Here’s what Shapiro says about his short story at age 9, followed by the story itself:

My thoughts on Where’s Spot?

I’m not sure what the pub date on this literary masterpiece is, but my mom thinks I was perhaps nine when I penned it, meaning around 1986. Interestingly, it’s actually not penned at all, but rather typed, meaning I was a nerd with some type of primitive word processor of the day. It appears that I forgot to type the title and byline, meaning I had to scrawl them onto the page post-printing in cursive, which at least is far better than my cursive today.

Soooo, maybe “masterpiece” may be a bit much for Where’s Spot? After all, a grammatical error in the very first sentence may not have been the best way to impress my teacher. I should’ve thought about asking my mom — a former editor — to proofread it, but instead I put the apostrophe in “Simpsons” before the ‘s’. SMH. [Scratching My Head.]

It doesn’t get much better from there. Exhibit A: “Spot was a Dalmation with many spots.” Even ignoring my misspelling of Dalmatian, I wasn’t exactly painting the most vivid picture for the reader.

I don’t want to give away the ending of the gripping mystery, but it’s not much of a page-turner. Well, it’s literally not much of a page turner in that it’s just barely more than one page. But if you can’t make it all the way to the end, at least rest easy knowing that the question in the title of the novella is indeed answered. Spot is found.

For what it’s worth, given that I now work full-time in the animal welfare field, it does seem at least somewhat interesting that even at such a young age I was writing a story involving a missing animal in need of help from the local animal shelter. Perhaps if my parents had known this would be my career they could’ve saved a lot of money on education in topics unrelated to my profession. For one, writing lessons would’ve been useful.

Enjoy the story! 

Here’s the original short story alongside a transcribed text — spelling and punctuation errors intact.

Where’s Spot?
by Paul Shapiro

It was a Sunday morning at the Simpson’s [sic]. Scott was playing with Spot, the family dog. Spot was a Dalmation [sic] with many spots. Spot was in the right neighborhood at the right time.. He had all the best dog friends in the world. There was Bess, Ron, and Blinky.

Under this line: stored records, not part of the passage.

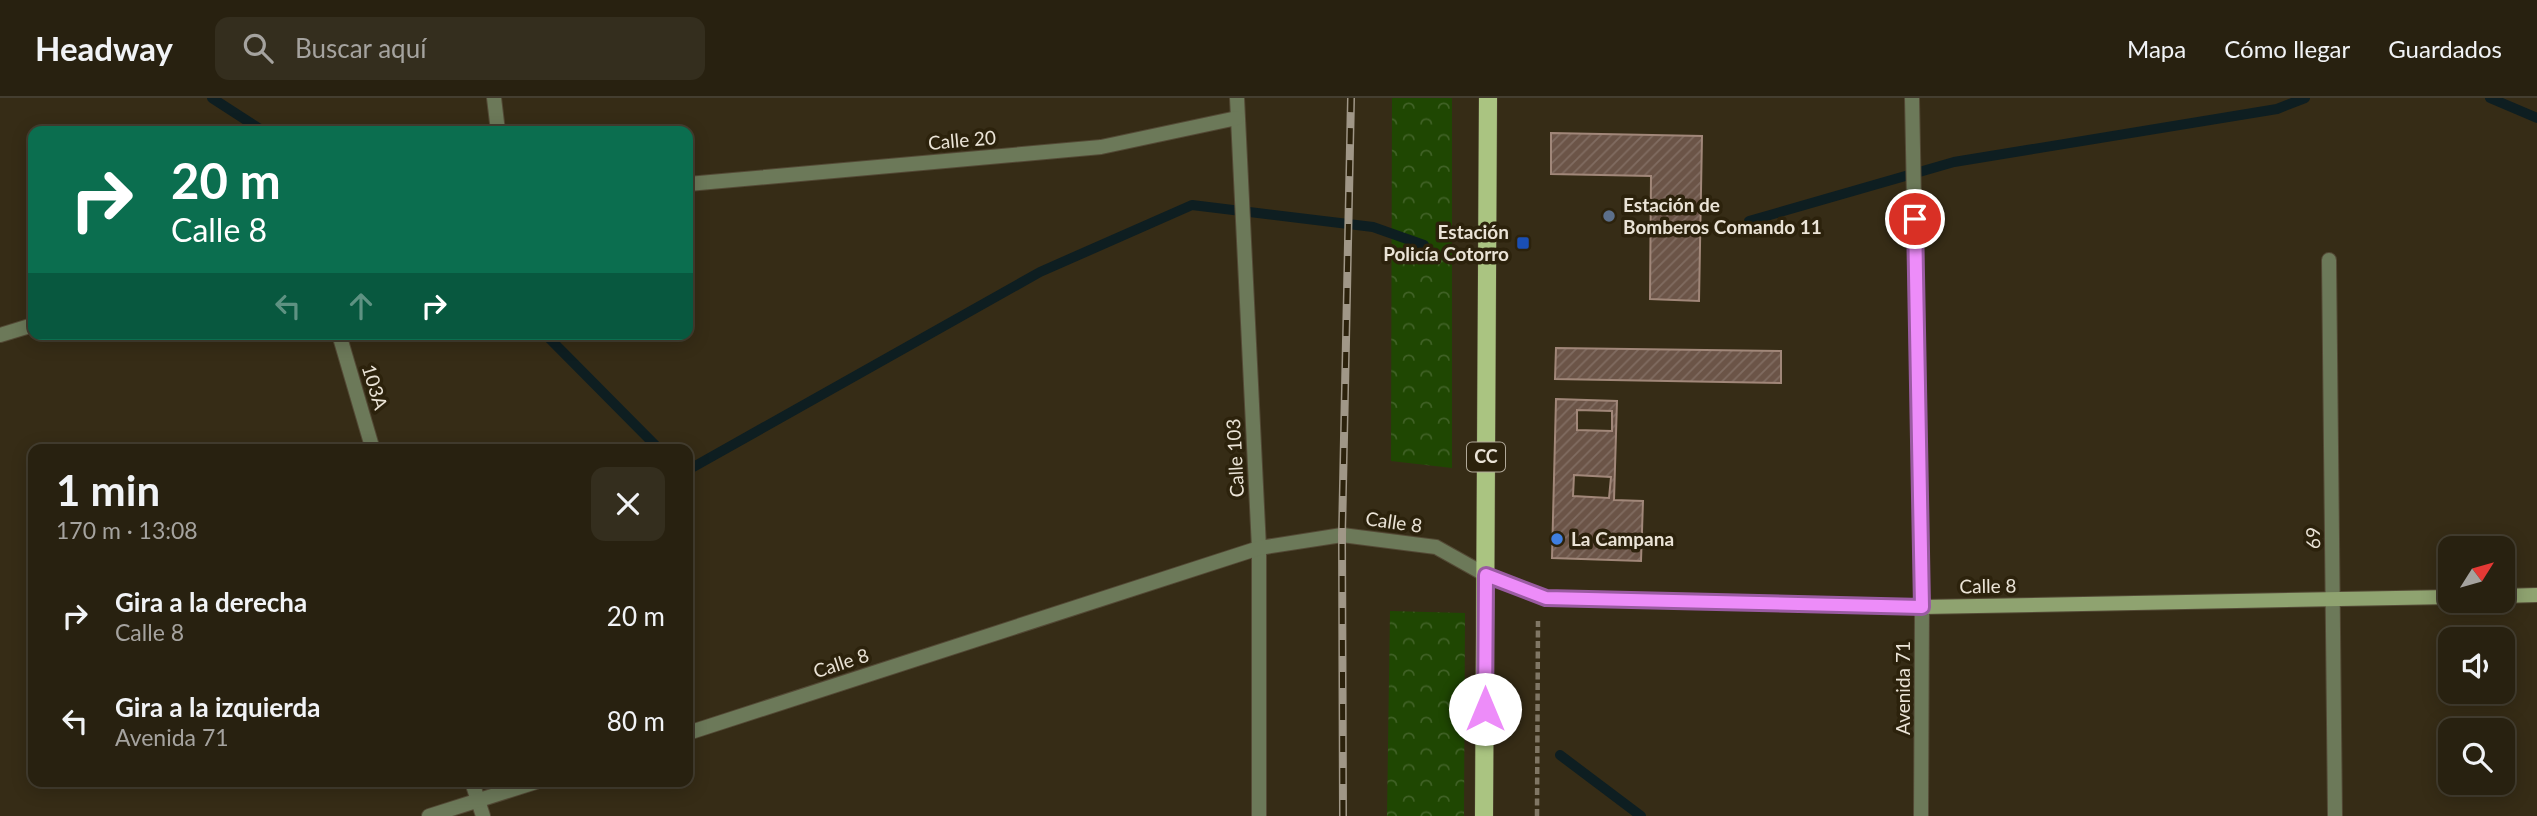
<!DOCTYPE html>
<html lang="es">
<meta charset="utf-8">
<style>
body{margin:0;font-family:Lato,sans-serif;background:#342e1e;color:#f1f3f6;height:100vh;display:flex;flex-direction:column;font-size:26px;white-space:nowrap}
*{box-sizing:border-box;margin:0}
p{font-size:23px;color:#a5a39f}
.icon{flex:none;width:38px;height:38px;fill:none;stroke:currentColor;stroke-width:2;stroke-linecap:round;stroke-linejoin:round}
.map{position:relative;flex:1;overflow:hidden}
.details{position:absolute;left:28px;top:346px;width:665px;height:343px;display:flex;flex-direction:column;background:#282110;border-radius:14px;box-shadow:0 4px 18px #0003,0 0 0 2px #443e30}
.details>*{flex:none}
.top-card{position:absolute;left:28px;top:28px;width:665px;height:214px;border-radius:14px;box-shadow:0 4px 18px #0003,0 0 0 2px #443e30;background:#0b6e4f;color:#fff;overflow:hidden}
.needle{width:46px;rotate:53deg}
.fabs{position:absolute;left:2438px;top:438px;display:grid;gap:14px}
.fabs a{display:grid;place-items:center;width:77px;height:77px;border-radius:14px;background:#282110;box-shadow:0 4px 18px #0003,0 0 0 2px #443e30;font-size:35px}
.pin{position:absolute;display:grid;place-items:center;width:60px;height:60px;color:#fff;margin:-30px;border:4px solid #fff;border-radius:50%;box-shadow:0 2px 7px #0007}
.me{position:absolute;width:77px;margin:-38px;rotate:0deg;stroke-linejoin:round;filter:drop-shadow(0 0 5px #0008)}
.turn{display:flex;align-items:center;gap:24px;height:147px;padding:0 28px;font-size:32px}
.turn .icon{width:91px;height:91px;stroke-width:2.5}
.turn b{display:block;font-size:49px;line-height:60px}
.lanes{display:flex;align-items:center;height:66px;padding:0 28px;background:#0003;justify-content:center;gap:35px;direction:ltr}
.lanes .off{opacity:.35}
.round{display:grid;place-items:center;flex:none;width:74px;height:74px;border-radius:14px;background:#342e1e}
.head{display:flex;align-items:center;justify-content:space-between;height:119px;padding:0 28px}
h1{font-size:42px;font-weight:700;line-height:52px}
ul{padding:0;list-style:none}
li{display:flex;align-items:center;gap:21px;height:105px;padding:0 28px}
li div{flex:1}
li b{display:block;font-size:26px}
li em{font-style:normal}
header{display:flex;align-items:center;gap:42px;box-sizing:border-box;height:98px;padding:0 35px;background:#282110;border-bottom:2px solid #443e30}
header strong{font-size:33px}
nav{display:flex;gap:38px;margin-inline-start:auto;font-size:24px}
.search{width:490px;height:63px;background:#342e1e;display:flex;align-items:center;gap:18px;box-sizing:border-box;padding:0 24px;border-radius:14px;color:#a5a39f;font-size:26px}
.map>svg:first-child{display:block}
.forest{fill:url(#forest-crowns)}
.lines{fill:none;stroke-linecap:round;stroke-linejoin:round}
.stream{stroke:#0e1e21;stroke-width:10}
.building{fill:url(#building-hatch);stroke:#a18779;stroke-width:2;fill-rule:evenodd}
.street-casing{stroke:#534935;stroke-width:16}
.secondary-casing{stroke:#534935;stroke-width:16}
.primary-casing{stroke:#534935;stroke-width:19}
.path{stroke:#807765;stroke-width:4.5;stroke-dasharray:7 3.5;stroke-linecap:butt}
.street{stroke:#6c7959;stroke-width:14}
.secondary{stroke:#8fa370;stroke-width:14}
.primary{stroke:#aac481;stroke-width:18}
.rail-casing{stroke:#a09787;stroke-width:8}
.rail{stroke:#2c220c;stroke-width:5;stroke-dasharray:16;stroke-linecap:butt}
.route-casing{stroke:#9a5ba2;stroke-width:18}
.route{stroke:#ed8cf9;stroke-width:12}
.service-dot{fill:#5c6f8a;stroke:#2c220c;stroke-width:2.5}
.transit-dot{fill:#1a4fb4;stroke:#2c220c;stroke-width:2.5}
.shop-dot{fill:#3f7fe0;stroke:#2c220c;stroke-width:2.5}
.labels{text-anchor:middle;stroke-width:7;stroke-linejoin:round;paint-order:stroke}
.shield{fill:#2c220c;stroke:#b1a999;stroke-width:2}
.shield-label{font-size:18px;font-weight:bold;fill:#eae3d6}
.street-label{font-size:19px;fill:#eae3d6;stroke:#2c220c}
.poi-label{font-size:19px;font-weight:bold;fill:#eae3d6;stroke:#2c220c;text-anchor:start}
</style>
<header>
<strong>Headway</strong>
<div class="search"><svg class="icon" aria-label="search" viewBox="0 0 24 24"><circle cx="10" cy="10" r="6"/><path d="M15 15l6 6"/></svg>Buscar aquí</div>
<nav><a>Mapa</a><a>Cómo llegar</a><a>Guardados</a></nav>
</header>
<div class="map">
<svg width="2537" height="718" viewBox="0 0 2537 718">
<defs>
<pattern id="forest-crowns" width="20" height="18" patternUnits="userSpaceOnUse" patternTransform="scale(1.75)"><rect width="20" height="18" fill="#1f4702"/><path d="M2 6a3 3 0 1 1 6 0M12 15a3 3 0 1 1 6 0" fill="none" stroke="#406126"/></pattern>
<pattern id="building-hatch" width="6" height="6" patternUnits="userSpaceOnUse" patternTransform="scale(1.75)"><rect width="6" height="6" fill="#6b5447"/><path d="M-1 1l2-2M0 6l6-6M5 7l2-2" fill="none" stroke="#806c61"/></pattern>
</defs>
<rect width="100%" height="100%" fill="#362c16"/>
<g class="forest">
<polygon points="1392,0 1452,0 1452,370 1391,363"/>
<polygon points="1390,513 1465,515 1464,718 1387,718"/>
</g>
<g class="lines">
<g class="stream">
<polyline points="212,0 263,33"/>
<polyline points="2490,0 2537,20"/>
<polyline points="1749,123 1954,64 2277,11 2305,0"/>
<polyline points="545,236 660,352"/>
<polyline points="688,372 1040,174 1192,107 1373,129 1424,147"/>
<polyline points="1560,657 1641,718"/>
</g>
</g>
<g class="building">
<polygon points="1551,35 1702,38 1699,203 1650,201 1651,78 1551,76"/>
<polygon points="1556,250 1781,253 1781,285 1555,281"/>
<path d="M1556 301 1617 303 1614 402 1643 403 1641 463 1552 460ZM1577 312 1612 313V333L1577 332ZM1574 377 1611 379 1609 400 1573 398Z"/>
</g>
<g class="lines">
<g class="street-casing">
<g id="street">
<polyline points="494,0 498,33"/>
<polyline points="1237,0 1259,450 1259,718"/>
<polyline points="1912,0 1922,509 1921,718"/>
<polyline points="688,86 1101,49 1237,20"/>
<polyline points="2329,162 2335,718"/>
<polyline points="339,236 373,352"/>
<polyline points="0,237 33,227"/>
<polyline points="688,635 1259,450 1342,437 1436,449 1486,477"/>
<polyline points="472,684 483,718"/>
<polyline points="429,718 536,684"/>
</g>
</g>
<g class="secondary-casing">
<g id="secondary">
<polyline points="1486,477 1546,500 1922,509 2450,499"/>
<polyline points="2502,498 2537,497"/>
</g>
</g>
<g class="primary-casing">
<polyline id="primary" points="1484,718 1488,0"/>
</g>
<polyline class="path" points="1537,718 1538,523"/>
<use href="#street" class="street"/>
<use href="#secondary" class="secondary"/>
<use href="#primary" class="primary"/>
<g class="rail-casing">
<polyline id="rail" points="1343,718 1342,437 1351,0"/>
</g>
<use href="#rail" class="rail"/>
</g>
<g class="lines">
<g class="route-casing">
<polyline id="route" points="1485,611 1486,477 1546,500 1922,509 1915,121"/>
</g>
<use href="#route" class="route"/>
</g>
<circle class="service-dot" cx="1609" cy="118" r="7"/>
<rect class="transit-dot" x="1516" y="138" width="14" height="14" rx="3.5"/>
<circle class="shop-dot" cx="1557" cy="441" r="7"/>
<g class="labels">
<rect class="shield" x="1467" y="344.5" width="38" height="29" rx="5"/>
<g class="shield-label">
<text x="1486" y="365">CC</text>
</g>
<g class="street-label">
<text transform="translate(962 42) rotate(-5)" y="7">Calle 20</text>
<text transform="translate(375 289) rotate(73)" y="7">103A</text>
<text transform="translate(1235 360) rotate(-93)" y="7">Calle 103</text>
<text transform="translate(1394 424) rotate(8)" y="7">Calle 8</text>
<text transform="translate(2313 440) rotate(-91)" y="7">69</text>
<text transform="translate(1988 488) rotate(-1)" y="7">Calle 8</text>
<text transform="translate(841 565) rotate(-18)" y="7">Calle 8</text>
<text transform="translate(1903 590) rotate(-90)" y="7">Avenida 71</text>
</g>
<g class="poi-label">
<text x="1623" y="114">Estación de<tspan x="1623" dy="22">Bomberos Comando 11</tspan></text>
<text x="1509" y="141" text-anchor="end">Estación<tspan x="1509" dy="22">Policía Cotorro</tspan></text>
<text x="1571" y="448">La Campana</text>
</g>
</g>
</svg>
<div class="fabs">
<a><svg class="needle" viewBox="-14 -14 28 28"><path d="M0-13l5 13h-10z" fill="#e53935"/><path d="M0 13l5-13h-10z" fill="#a5a39f"/></svg></a>
<a><svg class="icon" aria-label="sound" viewBox="0 0 24 24"><path d="M4 9h4l5-4v14l-5-4H4zM17 9q2 3 0 6"/></svg></a>
<a><svg class="icon" aria-label="search" viewBox="0 0 24 24"><circle cx="10" cy="10" r="6"/><path d="M15 15l6 6"/></svg></a>
</div>
<div class="pin" style="left:1915px;top:121px;background:#d93025"><svg class="icon" aria-label="arrive" viewBox="0 0 24 24"><path d="M6 21V4h12l-3 4 3 4H6"/></svg></div>
<svg class="me" style="left:1485px;top:611px" viewBox="-20 -20 40 40"><circle r="19" fill="#fff"/><path d="M0-13L10 11 0 6-10 11z" fill="#ed8cf9"/></svg>
<div class="top-card">
<div class="turn"><svg class="icon" aria-label="right" viewBox="0 0 24 24"><path d="M7 20v-9h11M14 6l5 5-5 5"/></svg><div><b>20 m</b>Calle 8</div></div>
<div class="lanes"><svg class="icon off" aria-label="left" viewBox="0 0 24 24"><path d="M17 20v-9H6M10 6l-5 5 5 5"/></svg><svg class="icon off" aria-label="ahead" viewBox="0 0 24 24"><path d="M12 20V5M6 11l6-6 6 6"/></svg><svg class="icon" aria-label="right" viewBox="0 0 24 24"><path d="M7 20v-9h11M14 6l5 5-5 5"/></svg></div>
</div>
<section class="details">
<div class="head"><div><h1>1 min</h1><p>170 m · 13:08</p></div><a class="round"><svg class="icon" aria-label="close" viewBox="0 0 24 24"><path d="M6 6l12 12M18 6L6 18"/></svg></a></div>
<ul>
<li><svg class="icon" aria-label="right" viewBox="0 0 24 24"><path d="M7 20v-9h11M14 6l5 5-5 5"/></svg><div><b>Gira a la derecha</b><p>Calle 8</p></div><em>20 m</em></li>
<li><svg class="icon" aria-label="left" viewBox="0 0 24 24"><path d="M17 20v-9H6M10 6l-5 5 5 5"/></svg><div><b>Gira a la izquierda</b><p>Avenida 71</p></div><em>80 m</em></li>
</ul>
</section>
</div>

One day all the dogs were out playing together. Spot saw a huge pile of soot and decided to jump in and so did the others. They played in the soot for hours. In fact Spot was so black that you couldn’t reconize [sic] him.

Mr. and Mrs. Simpson called everyone about Spot to ask them if they’d seen him. Bess, Ron, and Blinky were reconized [sic] by their owners immediately. After Mr. and Mrs. Simpson got back from the animal shelter they asked Scott if anyone called. Scott replied like this: Nobody called but a black dog stopped by and tried to get into Spot’s bed but I made him leave because I knew we couldn’t get a new dog. Mr. and Mrs. Simpson ran over to Spot’s bed and saw that it was full of soot. Immediately they realized that Spot must have come home full of soot and not have been recognized [correct spelling that time] by Scott.

Now the mystery of what had happened to Spot was almost solved. The only question was where had he gone after Scott made him leave. Since Spot was no where [sic] to be found in the neighborhood, the Simpson’s decided to check the animal shelter again. When they got to the shelter there was still no Dalmation [sic] in sight. However, there were a whole lot of black dogs that were about the size of Spot. After getting permission from the people who ran the animal shelter, they started to give each of the black dogs who were Spot’s size

[At this point the 3-page story skips page 2, which has apparently been lost to history. We resume our tale in mid-sentence with the few lines on page 3.]

by strangers. The third dog, however, didn’t mind at all. In fact, he licked the Simpsons, who were not surprised after that to discover that the black dog was really Spot.